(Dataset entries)

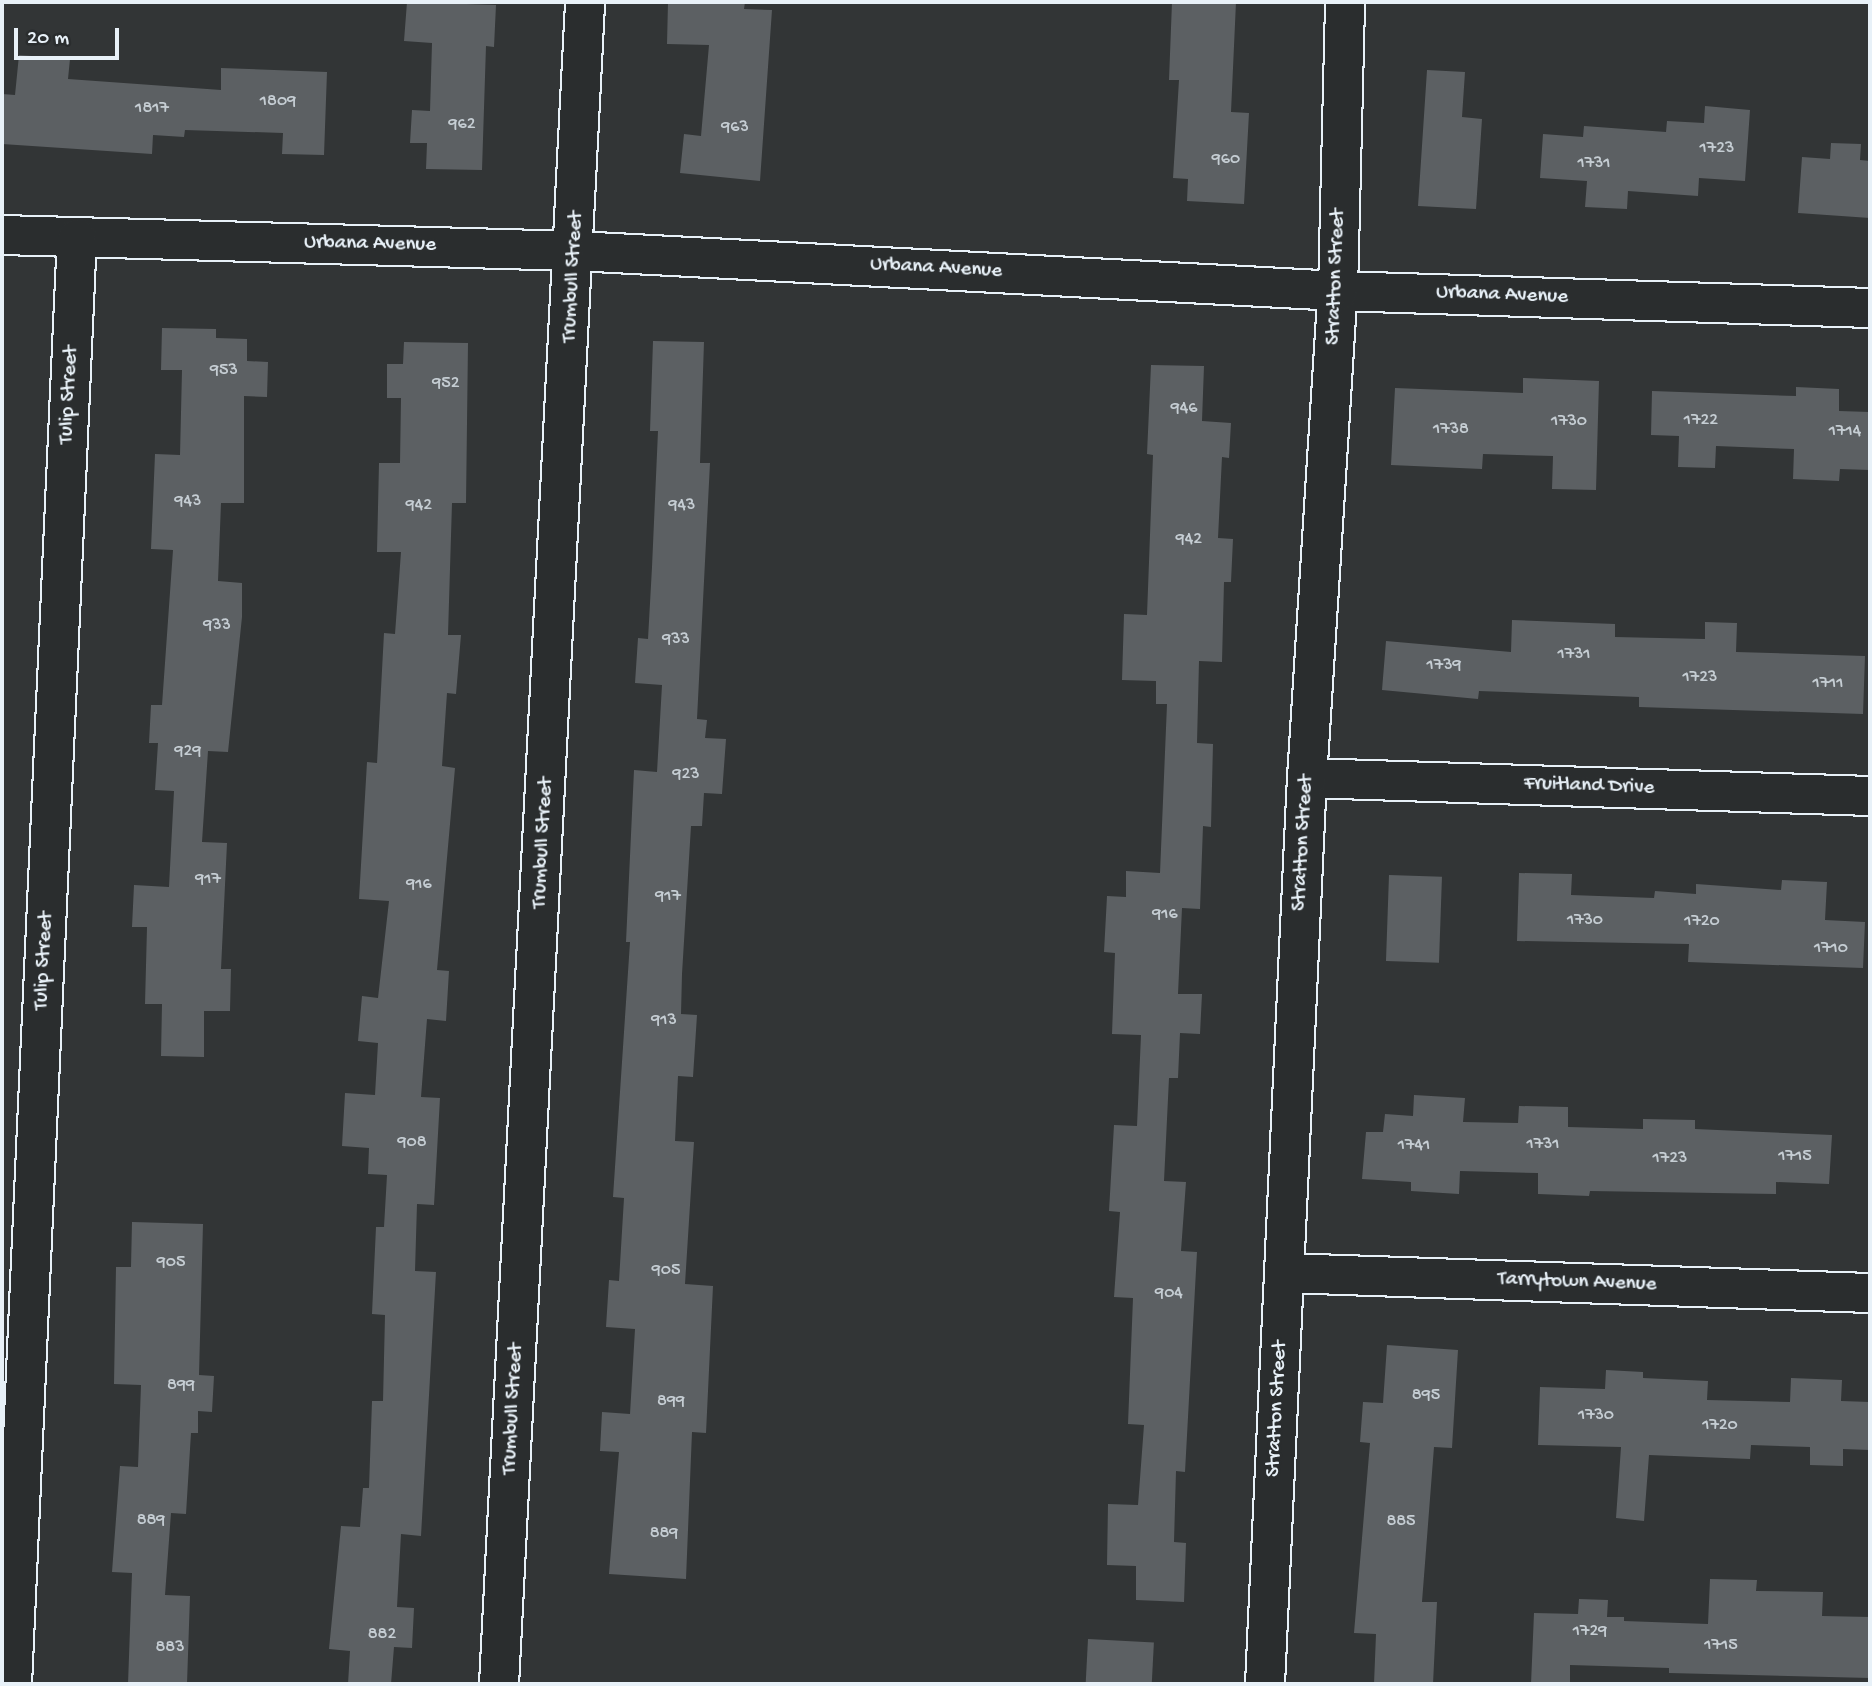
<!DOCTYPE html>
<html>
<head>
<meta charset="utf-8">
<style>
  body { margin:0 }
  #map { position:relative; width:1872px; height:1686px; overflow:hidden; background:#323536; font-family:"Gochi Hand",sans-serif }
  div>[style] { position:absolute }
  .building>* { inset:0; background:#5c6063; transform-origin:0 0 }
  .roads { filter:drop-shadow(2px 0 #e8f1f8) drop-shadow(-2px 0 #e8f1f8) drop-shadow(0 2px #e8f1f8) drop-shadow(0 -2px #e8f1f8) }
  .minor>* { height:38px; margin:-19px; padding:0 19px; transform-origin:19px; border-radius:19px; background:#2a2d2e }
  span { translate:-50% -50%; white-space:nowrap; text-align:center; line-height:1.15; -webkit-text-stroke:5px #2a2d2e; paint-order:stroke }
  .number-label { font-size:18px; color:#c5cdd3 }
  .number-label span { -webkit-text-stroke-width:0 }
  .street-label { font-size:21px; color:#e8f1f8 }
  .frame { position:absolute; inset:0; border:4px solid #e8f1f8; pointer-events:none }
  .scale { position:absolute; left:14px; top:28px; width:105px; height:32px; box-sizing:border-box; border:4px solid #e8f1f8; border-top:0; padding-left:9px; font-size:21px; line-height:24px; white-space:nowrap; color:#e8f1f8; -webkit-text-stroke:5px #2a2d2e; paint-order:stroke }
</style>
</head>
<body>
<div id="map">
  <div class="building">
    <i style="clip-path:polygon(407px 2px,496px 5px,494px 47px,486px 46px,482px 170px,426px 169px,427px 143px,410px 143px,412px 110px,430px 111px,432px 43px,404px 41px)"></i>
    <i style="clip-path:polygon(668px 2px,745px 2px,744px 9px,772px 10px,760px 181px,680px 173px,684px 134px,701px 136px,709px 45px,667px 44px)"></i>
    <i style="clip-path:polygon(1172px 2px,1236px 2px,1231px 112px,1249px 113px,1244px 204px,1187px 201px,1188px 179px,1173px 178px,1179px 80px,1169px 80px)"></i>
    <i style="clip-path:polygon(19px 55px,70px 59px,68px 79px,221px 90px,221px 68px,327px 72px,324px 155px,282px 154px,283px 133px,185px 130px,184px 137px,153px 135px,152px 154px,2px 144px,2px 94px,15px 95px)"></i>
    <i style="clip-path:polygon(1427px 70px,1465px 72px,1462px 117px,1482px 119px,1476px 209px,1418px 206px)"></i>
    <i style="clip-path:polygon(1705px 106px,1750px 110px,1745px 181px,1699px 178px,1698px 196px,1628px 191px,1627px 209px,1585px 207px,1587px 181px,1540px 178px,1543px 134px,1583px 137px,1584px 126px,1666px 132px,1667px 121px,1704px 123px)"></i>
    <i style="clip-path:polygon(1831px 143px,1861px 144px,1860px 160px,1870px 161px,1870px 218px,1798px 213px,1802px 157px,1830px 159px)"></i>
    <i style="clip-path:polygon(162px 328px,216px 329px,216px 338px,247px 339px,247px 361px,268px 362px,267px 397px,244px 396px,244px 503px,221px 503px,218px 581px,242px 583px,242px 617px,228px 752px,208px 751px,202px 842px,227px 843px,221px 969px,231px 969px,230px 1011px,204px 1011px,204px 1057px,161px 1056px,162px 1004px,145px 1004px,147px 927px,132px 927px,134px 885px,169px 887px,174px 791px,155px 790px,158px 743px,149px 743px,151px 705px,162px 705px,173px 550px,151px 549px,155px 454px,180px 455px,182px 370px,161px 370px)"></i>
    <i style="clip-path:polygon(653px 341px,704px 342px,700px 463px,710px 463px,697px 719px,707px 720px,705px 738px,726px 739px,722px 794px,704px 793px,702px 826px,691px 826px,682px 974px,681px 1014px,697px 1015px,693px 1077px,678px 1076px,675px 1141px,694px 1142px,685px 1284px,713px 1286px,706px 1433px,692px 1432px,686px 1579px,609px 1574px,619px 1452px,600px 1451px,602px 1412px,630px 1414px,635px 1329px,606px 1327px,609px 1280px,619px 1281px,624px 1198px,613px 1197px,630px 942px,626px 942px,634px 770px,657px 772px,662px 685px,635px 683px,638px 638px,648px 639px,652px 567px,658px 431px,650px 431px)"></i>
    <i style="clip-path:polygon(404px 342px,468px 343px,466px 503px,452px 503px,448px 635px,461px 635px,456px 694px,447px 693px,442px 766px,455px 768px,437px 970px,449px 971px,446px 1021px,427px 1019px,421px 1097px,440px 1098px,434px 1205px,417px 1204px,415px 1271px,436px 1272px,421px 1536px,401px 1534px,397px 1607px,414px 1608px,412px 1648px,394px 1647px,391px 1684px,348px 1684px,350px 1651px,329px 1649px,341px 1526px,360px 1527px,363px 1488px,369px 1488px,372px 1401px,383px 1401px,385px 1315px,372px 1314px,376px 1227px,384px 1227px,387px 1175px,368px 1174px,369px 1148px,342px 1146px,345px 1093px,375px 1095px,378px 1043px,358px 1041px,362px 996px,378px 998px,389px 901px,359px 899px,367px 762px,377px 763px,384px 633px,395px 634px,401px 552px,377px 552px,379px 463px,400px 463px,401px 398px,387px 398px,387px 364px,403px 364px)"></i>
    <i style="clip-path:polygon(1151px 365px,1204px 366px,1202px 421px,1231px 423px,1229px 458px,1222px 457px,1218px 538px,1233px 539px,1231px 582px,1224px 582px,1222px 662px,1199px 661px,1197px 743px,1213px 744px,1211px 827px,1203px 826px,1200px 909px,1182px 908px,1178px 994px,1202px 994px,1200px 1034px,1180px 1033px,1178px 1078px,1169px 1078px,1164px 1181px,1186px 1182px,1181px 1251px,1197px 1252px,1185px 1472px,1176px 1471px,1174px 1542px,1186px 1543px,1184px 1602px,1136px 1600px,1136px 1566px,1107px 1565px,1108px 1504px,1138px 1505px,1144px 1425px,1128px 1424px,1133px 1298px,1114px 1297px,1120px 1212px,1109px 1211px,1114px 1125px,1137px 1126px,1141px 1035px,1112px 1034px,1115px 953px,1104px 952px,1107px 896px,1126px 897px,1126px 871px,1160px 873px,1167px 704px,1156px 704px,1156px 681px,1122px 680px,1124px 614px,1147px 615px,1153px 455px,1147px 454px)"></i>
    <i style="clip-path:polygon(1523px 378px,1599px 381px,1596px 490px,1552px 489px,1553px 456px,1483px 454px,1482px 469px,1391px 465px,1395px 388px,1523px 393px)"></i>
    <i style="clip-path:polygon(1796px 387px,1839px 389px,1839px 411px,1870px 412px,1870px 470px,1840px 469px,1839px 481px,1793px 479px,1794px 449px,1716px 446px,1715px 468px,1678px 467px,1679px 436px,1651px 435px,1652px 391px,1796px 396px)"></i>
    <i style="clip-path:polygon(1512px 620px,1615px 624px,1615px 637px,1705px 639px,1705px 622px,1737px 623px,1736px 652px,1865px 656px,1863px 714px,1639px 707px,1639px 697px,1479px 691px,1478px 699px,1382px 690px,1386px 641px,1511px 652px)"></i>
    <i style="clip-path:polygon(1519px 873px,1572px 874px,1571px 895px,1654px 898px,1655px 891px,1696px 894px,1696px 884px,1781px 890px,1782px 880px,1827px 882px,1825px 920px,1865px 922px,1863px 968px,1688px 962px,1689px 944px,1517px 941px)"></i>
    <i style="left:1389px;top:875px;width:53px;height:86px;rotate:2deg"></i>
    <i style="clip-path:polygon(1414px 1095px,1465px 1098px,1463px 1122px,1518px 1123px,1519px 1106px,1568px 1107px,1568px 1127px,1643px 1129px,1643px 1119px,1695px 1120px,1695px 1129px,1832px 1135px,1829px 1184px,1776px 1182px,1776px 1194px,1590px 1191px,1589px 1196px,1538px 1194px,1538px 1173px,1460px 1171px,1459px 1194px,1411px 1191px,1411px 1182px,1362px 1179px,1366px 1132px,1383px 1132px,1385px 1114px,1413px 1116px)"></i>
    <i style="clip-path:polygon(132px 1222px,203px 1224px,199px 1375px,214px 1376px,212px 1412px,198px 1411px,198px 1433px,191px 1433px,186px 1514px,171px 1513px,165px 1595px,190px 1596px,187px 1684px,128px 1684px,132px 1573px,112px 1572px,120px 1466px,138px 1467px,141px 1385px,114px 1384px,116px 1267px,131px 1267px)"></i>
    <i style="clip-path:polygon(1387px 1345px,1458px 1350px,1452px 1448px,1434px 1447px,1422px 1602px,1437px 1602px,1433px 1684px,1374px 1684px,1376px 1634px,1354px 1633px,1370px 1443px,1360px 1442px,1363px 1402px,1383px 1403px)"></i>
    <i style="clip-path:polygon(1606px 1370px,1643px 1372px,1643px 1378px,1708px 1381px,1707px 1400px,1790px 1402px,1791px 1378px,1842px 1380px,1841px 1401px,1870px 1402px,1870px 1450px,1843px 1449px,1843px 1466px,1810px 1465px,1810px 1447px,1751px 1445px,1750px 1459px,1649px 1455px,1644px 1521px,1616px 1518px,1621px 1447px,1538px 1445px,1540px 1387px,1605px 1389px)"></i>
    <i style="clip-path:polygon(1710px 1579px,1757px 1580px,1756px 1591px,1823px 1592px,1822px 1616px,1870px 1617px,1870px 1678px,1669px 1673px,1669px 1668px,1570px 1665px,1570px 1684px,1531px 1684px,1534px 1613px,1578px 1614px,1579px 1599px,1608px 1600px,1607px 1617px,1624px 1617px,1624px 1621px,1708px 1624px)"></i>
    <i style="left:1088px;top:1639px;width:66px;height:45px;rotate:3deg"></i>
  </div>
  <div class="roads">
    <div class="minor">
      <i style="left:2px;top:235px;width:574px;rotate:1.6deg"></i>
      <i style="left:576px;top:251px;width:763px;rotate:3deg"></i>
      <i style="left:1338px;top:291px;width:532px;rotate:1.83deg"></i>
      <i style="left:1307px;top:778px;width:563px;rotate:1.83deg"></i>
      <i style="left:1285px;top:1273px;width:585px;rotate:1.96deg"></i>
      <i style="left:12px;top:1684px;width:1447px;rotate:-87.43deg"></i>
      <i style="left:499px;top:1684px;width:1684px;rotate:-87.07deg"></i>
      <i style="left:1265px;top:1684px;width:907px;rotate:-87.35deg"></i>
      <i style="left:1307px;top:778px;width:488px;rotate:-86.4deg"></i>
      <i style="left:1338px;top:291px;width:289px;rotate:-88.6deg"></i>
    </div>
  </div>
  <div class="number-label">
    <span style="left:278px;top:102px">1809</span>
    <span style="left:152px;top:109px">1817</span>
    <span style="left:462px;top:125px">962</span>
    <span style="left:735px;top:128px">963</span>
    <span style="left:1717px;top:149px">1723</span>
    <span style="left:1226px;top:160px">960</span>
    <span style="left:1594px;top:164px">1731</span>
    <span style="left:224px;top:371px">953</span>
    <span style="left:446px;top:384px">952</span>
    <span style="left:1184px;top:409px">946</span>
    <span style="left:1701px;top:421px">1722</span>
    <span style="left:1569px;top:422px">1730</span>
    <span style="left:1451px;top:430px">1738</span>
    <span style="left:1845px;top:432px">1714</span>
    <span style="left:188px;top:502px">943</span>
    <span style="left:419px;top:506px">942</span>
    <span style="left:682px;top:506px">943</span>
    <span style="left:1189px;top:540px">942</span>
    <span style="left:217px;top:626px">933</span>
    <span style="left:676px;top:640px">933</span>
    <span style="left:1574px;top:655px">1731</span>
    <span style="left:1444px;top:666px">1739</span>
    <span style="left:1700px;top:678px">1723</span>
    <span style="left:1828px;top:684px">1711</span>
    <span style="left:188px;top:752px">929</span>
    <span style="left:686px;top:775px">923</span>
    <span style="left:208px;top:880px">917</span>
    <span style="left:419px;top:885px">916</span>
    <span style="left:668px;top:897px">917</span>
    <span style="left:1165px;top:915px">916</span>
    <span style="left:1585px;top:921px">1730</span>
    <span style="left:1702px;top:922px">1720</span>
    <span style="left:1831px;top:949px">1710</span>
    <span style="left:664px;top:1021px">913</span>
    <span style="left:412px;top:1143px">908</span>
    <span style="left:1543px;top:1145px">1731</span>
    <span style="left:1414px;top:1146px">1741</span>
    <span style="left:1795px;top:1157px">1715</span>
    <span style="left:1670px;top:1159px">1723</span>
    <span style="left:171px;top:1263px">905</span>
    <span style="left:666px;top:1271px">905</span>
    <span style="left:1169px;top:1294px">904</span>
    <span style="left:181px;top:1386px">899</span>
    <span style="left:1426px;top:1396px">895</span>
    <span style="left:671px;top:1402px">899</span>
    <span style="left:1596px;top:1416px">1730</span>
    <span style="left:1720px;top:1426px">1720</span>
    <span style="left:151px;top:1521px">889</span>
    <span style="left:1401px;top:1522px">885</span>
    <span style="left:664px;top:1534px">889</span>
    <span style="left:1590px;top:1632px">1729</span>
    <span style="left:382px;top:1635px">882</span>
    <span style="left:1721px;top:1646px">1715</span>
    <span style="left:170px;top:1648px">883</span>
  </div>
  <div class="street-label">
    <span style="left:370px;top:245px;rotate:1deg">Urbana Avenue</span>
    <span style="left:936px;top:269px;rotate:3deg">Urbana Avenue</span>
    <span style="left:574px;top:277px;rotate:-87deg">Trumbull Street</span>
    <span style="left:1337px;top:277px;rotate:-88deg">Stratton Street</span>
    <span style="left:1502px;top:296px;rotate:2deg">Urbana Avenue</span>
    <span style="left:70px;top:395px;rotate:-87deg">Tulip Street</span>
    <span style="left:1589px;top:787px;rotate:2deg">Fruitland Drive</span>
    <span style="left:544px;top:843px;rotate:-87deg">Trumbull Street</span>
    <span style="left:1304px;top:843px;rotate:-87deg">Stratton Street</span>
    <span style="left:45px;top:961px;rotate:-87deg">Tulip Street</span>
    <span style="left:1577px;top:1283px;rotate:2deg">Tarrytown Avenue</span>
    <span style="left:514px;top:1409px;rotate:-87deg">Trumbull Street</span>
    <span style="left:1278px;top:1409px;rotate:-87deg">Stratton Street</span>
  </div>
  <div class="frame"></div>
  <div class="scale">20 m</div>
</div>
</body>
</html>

### Task instructions
Read through the entries, then copy every line where the string "padding" is found.

### Expected answer
  .minor>* { height:38px; margin:-19px; padding:0 19px; transform-origin:19px; border-radius:19px; background:#2a2d2e }
  .scale { position:absolute; left:14px; top:28px; width:105px; height:32px; box-sizing:border-box; border:4px solid #e8f1f8; border-top:0; padding-left:9px; font-size:21px; line-height:24px; white-space:nowrap; color:#e8f1f8; -webkit-text-stroke:5px #2a2d2e; paint-order:stroke }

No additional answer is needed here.